[Collected data entries]
- - - -

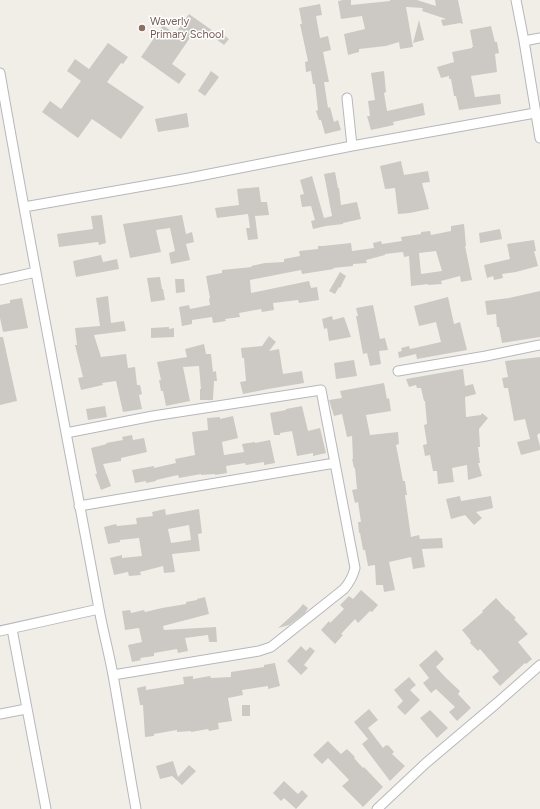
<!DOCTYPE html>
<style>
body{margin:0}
canvas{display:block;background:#f1eee8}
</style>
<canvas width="540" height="809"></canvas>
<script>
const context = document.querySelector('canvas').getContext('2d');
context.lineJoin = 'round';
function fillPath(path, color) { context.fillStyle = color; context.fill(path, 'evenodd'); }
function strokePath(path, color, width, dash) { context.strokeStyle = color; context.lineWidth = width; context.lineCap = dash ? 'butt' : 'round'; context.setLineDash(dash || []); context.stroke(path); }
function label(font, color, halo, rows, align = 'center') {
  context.font = font + ' Figtree,sans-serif'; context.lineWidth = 3; context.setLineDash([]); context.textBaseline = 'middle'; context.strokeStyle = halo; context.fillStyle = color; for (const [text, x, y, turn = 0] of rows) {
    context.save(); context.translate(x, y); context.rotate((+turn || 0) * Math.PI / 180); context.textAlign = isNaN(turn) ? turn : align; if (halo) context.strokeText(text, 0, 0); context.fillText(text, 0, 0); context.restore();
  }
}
fillPath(new Path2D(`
 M343,0H351V5L390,1V0H417L436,6L435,0H458L463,24L460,23L443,26L441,20L446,19L422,11L423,8L406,7L413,47L400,49L399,42L386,46L359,49V52L348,55L344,34L365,29L362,16L341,19L338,1Z
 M320,4L322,15L316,16L320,38L328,36L331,50L323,52L329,82H324L328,108L330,107L334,122L338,120L341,130L325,134L321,120H319L316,111L318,110L315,84H313L311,71L306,72L305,62L308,61L300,24H302L299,8Z
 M189,14L213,31L206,40L194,32L172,64L186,74L179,84L141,57L163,25L175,34Z
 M419,20L424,40L413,43Z
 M491,26L495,42H497L499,53L495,54L497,72L471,76L475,97L500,94L501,104L459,110L456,96H454L451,79H449V76L441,78L437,67L454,62L452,52L472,48V47H473L470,30Z
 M221,33L229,39L224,45L216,39Z
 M108,43L128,57L123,64L121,63L107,82L144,107L121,139L92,119L78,138L42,112L50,101L61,109L81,81L67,71L75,59L89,69Z
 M211,71L219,77L205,96L198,91Z
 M384,71L386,92L384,93L387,111L423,103L425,115L393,122L394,125L371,130L367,116H370L368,101L375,100L371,73Z
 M187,113L189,127L158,132L155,119Z
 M401,161L404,175L428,171L430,182L422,183L429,209L410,213L398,214L395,188L385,189L380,166Z
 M335,172L338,188H339L341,205L357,202L361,219L343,223V224L326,226L313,229L311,221L315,220L311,206L302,207L300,195L304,194L300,180L312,176L324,218L332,216L324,174Z
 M259,187L261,202H267L269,215L255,216L258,239L248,240L246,228H250L248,214L217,218L215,208L239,205L237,189Z
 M102,215L106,243L99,245L98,242L59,247L57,234L93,229L91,216Z
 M182,215L186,234L192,232L194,242L186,244L190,260L171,264L169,253L175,251L170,228L156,230L161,252L130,258L123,224Z
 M464,224L466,246H465L472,280L461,282L460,276L441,281L442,284L428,285V284L411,286L409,256L404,257L403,252L385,254V255L366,260L367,263L353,264V266L333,268L334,269L302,274L301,270L250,280L251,293L309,281L311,288L317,287L319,300L299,303L298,300L273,303L274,310L262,312L261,309L239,313L240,317L225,319L226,321L213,323L212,317L192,320V324L182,326L179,307L189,305L190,309L210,305L209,299L210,298L206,276L222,273V270L252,267L251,266L265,263L284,262V259L300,256L299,251L318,249V246H323L351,243L352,251L374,248L373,243L381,241L382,244L402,241L401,237L421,234V232L430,231L431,235L451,231V226ZM436,251L442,271L421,274L419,253Z
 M500,229L502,239L480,243L479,233Z
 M534,240L536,251H534L538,266L516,272L502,274L503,278L494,280L493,276L487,278L484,265L510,259L507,244Z
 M101,255L103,262L117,259L119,269L76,277L73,261Z
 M340,272L346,276L340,288L339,287L335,294L329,291Z
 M160,277L162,289H163L165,300L151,302L147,278Z
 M175,279H184L185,292L176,293Z
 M540,291V337L502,343L499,327H497L496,314L487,315L485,301L509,298Z
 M108,296L111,323L124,321L126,331L94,335L101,357L126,354L128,368L135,367L137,385H140L142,394L139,395L142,409L123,412L116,381L102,383L103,385L81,390L78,378L83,377L75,345H77L75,328L100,326L96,298Z
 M448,297L454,324L460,322L467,350L417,359L416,354L399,358L398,352L402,351L401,348L409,346L410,349L441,342L436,322L419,326L414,306Z
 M22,298L28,328L3,332L0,318V305L10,303V300Z
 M373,305L380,339L385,338L388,350L379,351L381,364L370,366L367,353L363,354L356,316H358L356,308Z
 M332,316L333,320L344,317L351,337L329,341L327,328L324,329L322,319Z
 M169,327V329L174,328V337L151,338V328Z
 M269,336L276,342L269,351L279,349L283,374L302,371L304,383L268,389L243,394L240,382L246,381L244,358H242L241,348L262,346Z
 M0,337H3L17,401L0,405Z
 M204,344L206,354H211L213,372L216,371L217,381H214L213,400H200V389H201L199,366L183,367L190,401L166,406L163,391H161L159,380H161L157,362L187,357L185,349Z
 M540,357V433L538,434V435H537L540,446V450L521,455L517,442L530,439L525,419L514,421L508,388H504L502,378L508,377L505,361Z
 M354,360L357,376L336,379L334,363Z
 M463,369L465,386L473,384L476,394L465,397L466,417L481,415L482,413L488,418L479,429L480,447H478L480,463H478L482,476L468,480L467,465L452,468L454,482L438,484L437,471H433L430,455L425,456L423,445L427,444L424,425L427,424L425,401H424L421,388H417L416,385L409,387L406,379Z
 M384,383L387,399L389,398L391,411L366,415L370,435L398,432L399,444L396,445L403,481H405L407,495H405L411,537L419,535L420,539L442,538L443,548L422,549L425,567L413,569L411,557L389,562L395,590L384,592L383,585H376L375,565L368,566L365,550H363L360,533H359L358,522H361L358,502L355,503L352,490L357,489L355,468H354L352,459H353L352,436L347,437L342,414L334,416L329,400L342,398L340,391Z
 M105,406L107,417L88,420L86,409Z
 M302,406L308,431L320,428L326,453L313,456V453L297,456L292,431L280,433V435H274L270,413L286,410V409Z
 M233,416L238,438L222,442L224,455L244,452L242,444L255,442V443L270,440L275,463L264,465V462L246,465L245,463L226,466L227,473L215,475V474L201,475V474L179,478L178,475L156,480V481L146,483V481L135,483L132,470L154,466V468L176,463L175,459L195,455L192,432L208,430L207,418L220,417V419Z
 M132,435L133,440L144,438L147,452L121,458V461L103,464L111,486L101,490L95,474H97L91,448L107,444L106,443L123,440L122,437Z
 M460,496L461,501L491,496L493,508L476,512L482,518L474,525L465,515L451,519L446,499Z
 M165,509L166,515L199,509L202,533L198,534L200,551L172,554L175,572L164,573L163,566L140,572L141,575L129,576L128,572L114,575L110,558L122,555V558L142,556L139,538L120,540V542L108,544L104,527L116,524L117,526L137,524L136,518L153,516L152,512ZM189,525L191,540L171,543L168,529Z
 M361,590L378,605L372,612L370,611L358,623L355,619L341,634L343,635L335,644L321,630L329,621L330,623L344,609L340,605L349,596L353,599Z
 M205,597L209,614L163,626L164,630L216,627L217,642H209L208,635L185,638L188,651L178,653L177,649L154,653V656L140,658L141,660L132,662L128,645L142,642L139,628L125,630L122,611L130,610L131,613L144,610L145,612L162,608L186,604V602L197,600V599Z
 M496,598L507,610V609L516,618L514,619L528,634L518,642L532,659L526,664L525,663L500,686L492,677L499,671L480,649L478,651L470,643L471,641L462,630L483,612L482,611Z
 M303,604L308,608L305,613L289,625L278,628L298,610Z
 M301,646L306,651L310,647L315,651L304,665L308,668L301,675L287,661Z
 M436,650L444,659L436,667L446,678L460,691L458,694L471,708L457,721L449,712L455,707L436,689L431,693L423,683L429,678L419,665Z
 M275,663L280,686L268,689V686L242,690L243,695L228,698L232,721L218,723L219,729L209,731L208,729L191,732V731L177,732V730L154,734V736L145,737L143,705H140L137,688L146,686V690L184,684L183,677L193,676V679L210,676L211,678L231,677V672L264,667V665Z
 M409,677L416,685L410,690L420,700L405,715L397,707L403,701L394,690Z
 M242,705H250V716H242Z
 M369,709L378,720L368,728L383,748L386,745L387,746L388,745L394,752L392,754L405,766L390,781L362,744L368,739L354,722Z
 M430,710L448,728L437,738L420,718Z
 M328,741L341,754L347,749L355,757L354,758L363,768L364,767L383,787L363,807L342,786L349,780L328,758L322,764L313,755Z
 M173,761L178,777L189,765L196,771L182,785L172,776L160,779L156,766Z
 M284,781L298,794L302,790L308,796L296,809L284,798L281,801L273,793Z`), '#ccc9c5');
const minor = new Path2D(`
 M516,0L524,41L540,138
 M524,41L540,38
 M0,73C31,252 66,430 99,609C103,631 109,653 113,675C121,720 128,765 136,809
 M347,98L352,146
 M24,207L189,178L352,146L535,113
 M0,280L36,272
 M398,371L486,356L540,345
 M66,433L153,416L321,390L355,568C353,576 350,582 344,589L271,647L259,651L113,675
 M79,506L335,463
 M12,629L46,809
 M0,631L99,609
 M0,714L26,709
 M377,809L426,763L497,703L540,665`);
strokePath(minor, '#b5b8bc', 11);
strokePath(minor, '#fff', 9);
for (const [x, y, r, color] of [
 [142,28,4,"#8d6e63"]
]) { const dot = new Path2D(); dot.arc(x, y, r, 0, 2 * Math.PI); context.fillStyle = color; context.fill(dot); strokePath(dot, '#fff', 1.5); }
label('11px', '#785e54', '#fff', [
 ["Waverly",150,22],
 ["Primary School",150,35]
], 'left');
</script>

- - - -

_About this exercise_:
Give the count of lines in the data that contain the word "align", and write nothing besides it.

_Result_:
2